Few places are more uniquely beautiful than the Western slope of the central Sierra Nevada. Adjacent to Shingle Springs, the town of Latrobe is situated in the heart of these hills in the southwestern section of El Dorado County. The gentle slopes, outcroppings and springs add a certain flavor that continues to attract people of nearby cities. Perhaps the Nisenan or Southern Maidu Indians appreciated the valley's diverse splendor when they inhabited this region in aboriginal times.
The Indians' homeland stretched across to the Bear River and south of the south or middle fork of the Cosumnes River. The Nisenan tribe was made of a primary, permanent village surrounded by several secondary villages and seasonal camps. The villages encompassed family dwellings, acorn grenaries, bedrock mortars, a dance house and sweat house with 15-500 people living there at a time. The usual village sites were along knolls, ridges or streams with a southern exposure. Here, the Nisenan ground acrons as their main meal and also caught fish with their hands or spears. Salt was obtained from the springs and with the use of fires and snares, they hunted deer, rabbits and other small creatures. Ants, grasshoppers, lizards and frogs were also devoured. Manzanita berries were used to make a cider like beverage. The Nisenan were wiped out by a malaria epidemic in 1833, and the gold miners also took over their land.
Latrobe owes its roots to the Placerville and Sacramento Valley Railroad, which established a station for the tremendous benefit of neighboring Amador County.
The history of the area is further connected to the Gold Rush of the 1850's, the agricultural and economic development of El Dorado County and commerce between Clarksville and Latrobe. In 1849, one year after gold was discovered in California, thousands of hopeful gold seekers arrived in the “diggings.” Many of them came through the area to settle in Latrobe.
The railroad station was located at the intersection of Latrobe Road and South Shingle Road, in what became the town of Latrobe with Shingle Springs as its eastern terminus.
The railroad was completed in 1884. The town was named after the civil engineer who was instrumental in the construction of the first railroad in America.
JH Miller, a locaql rancher and hotel owner, opened the first store in Latrobe in 1863. The population grew to 700-800, with the number of stores increasing to six or seven. Latrobe supported four hotels, three blacksmith shops and a single wagon and carriage factory. Latrobe also offered a bakery and several butcher shops.
There were only three doctors along with two drug stores to take care of the medical needs of the entire community. The public school building, which still stands today as part of Latrobe School, is a two story building that contained all public meetings.
The Masons and Odd Fellows organizations each had their own halls.
By 1864, rails had been laid to the new town of Latrobe, as the first trains rolled in. From then until June 1865, as the line reached Shingle Springs, it was an important way station for the great deal of business that flowed over the Placerville Road to Virginia City. About 23 years later, the railroad extended to Placerville.
Families living along the course of the railroad saw some immediate benefits. However, the acquisition of the right-of-way by the railroad made many other residents angry as they had homesteaded the area but were forced to give up some of their land for the railroad line.
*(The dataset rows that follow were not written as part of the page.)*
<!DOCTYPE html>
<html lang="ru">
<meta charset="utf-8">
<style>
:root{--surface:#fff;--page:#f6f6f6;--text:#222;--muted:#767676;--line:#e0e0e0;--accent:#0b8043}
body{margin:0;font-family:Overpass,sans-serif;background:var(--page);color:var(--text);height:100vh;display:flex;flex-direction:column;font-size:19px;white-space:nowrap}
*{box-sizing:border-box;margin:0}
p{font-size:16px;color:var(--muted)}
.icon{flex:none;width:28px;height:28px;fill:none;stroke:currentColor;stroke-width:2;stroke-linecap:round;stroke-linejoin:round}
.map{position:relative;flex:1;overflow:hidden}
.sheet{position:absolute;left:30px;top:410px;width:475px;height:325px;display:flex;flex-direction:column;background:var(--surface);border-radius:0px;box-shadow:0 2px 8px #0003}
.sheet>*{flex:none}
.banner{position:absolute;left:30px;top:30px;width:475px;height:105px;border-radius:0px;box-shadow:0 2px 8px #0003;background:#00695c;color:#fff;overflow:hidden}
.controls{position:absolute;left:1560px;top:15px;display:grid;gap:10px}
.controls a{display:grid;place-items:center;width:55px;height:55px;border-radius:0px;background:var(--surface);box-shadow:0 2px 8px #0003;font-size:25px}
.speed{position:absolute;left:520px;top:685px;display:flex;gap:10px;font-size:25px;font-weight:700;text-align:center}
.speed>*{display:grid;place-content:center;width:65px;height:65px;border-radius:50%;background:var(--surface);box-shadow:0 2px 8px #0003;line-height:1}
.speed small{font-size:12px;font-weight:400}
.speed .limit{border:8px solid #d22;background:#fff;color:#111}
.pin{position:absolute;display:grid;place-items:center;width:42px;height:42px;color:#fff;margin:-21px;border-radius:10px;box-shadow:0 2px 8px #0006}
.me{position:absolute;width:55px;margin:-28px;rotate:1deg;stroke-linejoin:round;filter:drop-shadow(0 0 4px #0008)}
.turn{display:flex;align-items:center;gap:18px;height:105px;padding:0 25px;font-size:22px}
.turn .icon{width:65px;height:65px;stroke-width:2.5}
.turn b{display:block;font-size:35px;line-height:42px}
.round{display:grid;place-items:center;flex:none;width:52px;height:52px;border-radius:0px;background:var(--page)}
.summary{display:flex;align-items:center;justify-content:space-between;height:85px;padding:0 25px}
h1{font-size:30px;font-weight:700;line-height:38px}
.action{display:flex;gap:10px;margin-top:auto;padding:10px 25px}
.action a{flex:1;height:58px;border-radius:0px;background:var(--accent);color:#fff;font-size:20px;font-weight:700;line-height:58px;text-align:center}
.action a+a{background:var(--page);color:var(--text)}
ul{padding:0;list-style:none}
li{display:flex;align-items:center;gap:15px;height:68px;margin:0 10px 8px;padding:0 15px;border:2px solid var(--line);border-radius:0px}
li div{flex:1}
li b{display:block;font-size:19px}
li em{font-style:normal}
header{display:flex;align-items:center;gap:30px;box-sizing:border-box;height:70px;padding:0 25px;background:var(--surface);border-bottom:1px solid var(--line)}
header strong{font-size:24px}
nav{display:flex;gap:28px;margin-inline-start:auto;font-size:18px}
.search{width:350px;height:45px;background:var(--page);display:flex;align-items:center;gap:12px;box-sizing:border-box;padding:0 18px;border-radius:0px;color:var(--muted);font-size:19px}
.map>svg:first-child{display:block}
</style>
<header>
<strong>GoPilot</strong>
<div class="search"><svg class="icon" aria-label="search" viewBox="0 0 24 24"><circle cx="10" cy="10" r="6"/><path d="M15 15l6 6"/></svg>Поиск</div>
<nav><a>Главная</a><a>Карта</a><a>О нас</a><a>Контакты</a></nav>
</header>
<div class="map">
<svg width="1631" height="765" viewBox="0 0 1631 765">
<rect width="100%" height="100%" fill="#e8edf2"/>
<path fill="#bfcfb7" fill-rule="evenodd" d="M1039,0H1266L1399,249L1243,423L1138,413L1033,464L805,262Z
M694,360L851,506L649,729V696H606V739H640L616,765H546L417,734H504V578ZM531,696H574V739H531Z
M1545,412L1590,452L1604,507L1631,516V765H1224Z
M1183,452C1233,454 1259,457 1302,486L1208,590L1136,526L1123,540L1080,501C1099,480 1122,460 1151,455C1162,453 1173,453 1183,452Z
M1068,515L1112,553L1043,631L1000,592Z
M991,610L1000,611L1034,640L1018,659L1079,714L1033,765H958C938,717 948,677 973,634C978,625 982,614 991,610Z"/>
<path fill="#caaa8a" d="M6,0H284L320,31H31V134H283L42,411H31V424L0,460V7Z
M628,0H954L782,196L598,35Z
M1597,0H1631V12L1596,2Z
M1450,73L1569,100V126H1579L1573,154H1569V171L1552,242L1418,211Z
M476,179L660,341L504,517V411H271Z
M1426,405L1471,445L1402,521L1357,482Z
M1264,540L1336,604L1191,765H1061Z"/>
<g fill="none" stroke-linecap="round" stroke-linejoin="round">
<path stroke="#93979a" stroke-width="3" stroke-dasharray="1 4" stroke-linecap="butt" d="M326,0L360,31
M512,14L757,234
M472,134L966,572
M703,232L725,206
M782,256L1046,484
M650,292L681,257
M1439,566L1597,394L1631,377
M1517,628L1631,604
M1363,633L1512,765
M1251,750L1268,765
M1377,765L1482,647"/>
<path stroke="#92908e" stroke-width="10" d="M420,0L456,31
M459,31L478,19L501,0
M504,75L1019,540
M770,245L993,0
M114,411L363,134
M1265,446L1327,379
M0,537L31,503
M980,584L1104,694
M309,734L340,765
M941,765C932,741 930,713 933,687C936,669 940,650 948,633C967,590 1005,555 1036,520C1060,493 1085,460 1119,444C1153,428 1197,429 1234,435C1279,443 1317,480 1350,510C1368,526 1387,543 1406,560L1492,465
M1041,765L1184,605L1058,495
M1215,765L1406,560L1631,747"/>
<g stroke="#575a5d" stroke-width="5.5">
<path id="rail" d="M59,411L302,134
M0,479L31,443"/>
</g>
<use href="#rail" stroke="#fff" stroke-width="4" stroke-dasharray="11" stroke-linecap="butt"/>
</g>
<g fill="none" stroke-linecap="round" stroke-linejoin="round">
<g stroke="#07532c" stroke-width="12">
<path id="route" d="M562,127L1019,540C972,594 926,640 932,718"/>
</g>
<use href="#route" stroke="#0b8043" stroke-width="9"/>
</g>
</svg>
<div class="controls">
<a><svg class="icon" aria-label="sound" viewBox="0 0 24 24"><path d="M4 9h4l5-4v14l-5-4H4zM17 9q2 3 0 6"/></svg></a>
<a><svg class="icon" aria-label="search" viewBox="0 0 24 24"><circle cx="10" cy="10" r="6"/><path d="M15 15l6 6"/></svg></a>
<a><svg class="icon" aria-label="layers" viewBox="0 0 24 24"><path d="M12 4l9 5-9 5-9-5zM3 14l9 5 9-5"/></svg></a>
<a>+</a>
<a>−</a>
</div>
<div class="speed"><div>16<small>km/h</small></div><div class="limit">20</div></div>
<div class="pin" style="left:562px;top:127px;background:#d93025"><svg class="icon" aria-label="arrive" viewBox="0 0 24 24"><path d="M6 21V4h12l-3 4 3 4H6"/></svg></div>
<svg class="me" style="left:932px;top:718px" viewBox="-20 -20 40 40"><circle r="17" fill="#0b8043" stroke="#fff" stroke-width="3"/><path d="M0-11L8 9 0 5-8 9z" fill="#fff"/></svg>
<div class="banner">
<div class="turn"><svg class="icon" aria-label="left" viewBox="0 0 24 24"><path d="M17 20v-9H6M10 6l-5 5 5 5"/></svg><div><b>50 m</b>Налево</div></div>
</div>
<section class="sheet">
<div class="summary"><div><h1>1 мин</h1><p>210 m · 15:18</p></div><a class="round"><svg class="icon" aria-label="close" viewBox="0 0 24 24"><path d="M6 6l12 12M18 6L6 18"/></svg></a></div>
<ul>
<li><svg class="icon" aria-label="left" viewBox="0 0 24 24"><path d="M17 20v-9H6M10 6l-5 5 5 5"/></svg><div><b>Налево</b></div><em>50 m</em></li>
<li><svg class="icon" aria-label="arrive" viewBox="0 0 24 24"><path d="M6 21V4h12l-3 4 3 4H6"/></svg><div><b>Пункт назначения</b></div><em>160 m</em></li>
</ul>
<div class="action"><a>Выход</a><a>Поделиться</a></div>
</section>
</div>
In 1866, hotels were located in Latrobe and Michigan Bar, supplying train passengers and local residents with dinner and overnight accommodations.
For a long time, Latrobe controlled all trade activities of Amador County. The town became the focal point for many travelers, providing eight daily stages in connection with the trains. However, because it wasn't a mining town and the railroad construction continued east, business suffered. The state of prosperity came to a grinding halt in 1883, when the population dwindled down to about 80 people with one general store, one hotel, a telegraph officde, two blacksmith shops and the lone carriage and wagon shop.
In 1981, El Dorado County adopted the Latrobe Area Plan, which covers the west side of Logtown Ridge to the Cosumnes River, boasting such landmarks as picturesque Sugarloaf Mountain and Indian Creek.
Today, the businesses no longer exist, and the town consists primarily of multi-acre rural residential parcels such as the Shadow Hawk and Sun Ridge Meadow subdivisions. Another subdivision is currently being built next to Miller's Hill School.
Also still standing is Oddfellows Hall, and what has become one of the highest rated grade schools in California today-Latrobe Elementary School.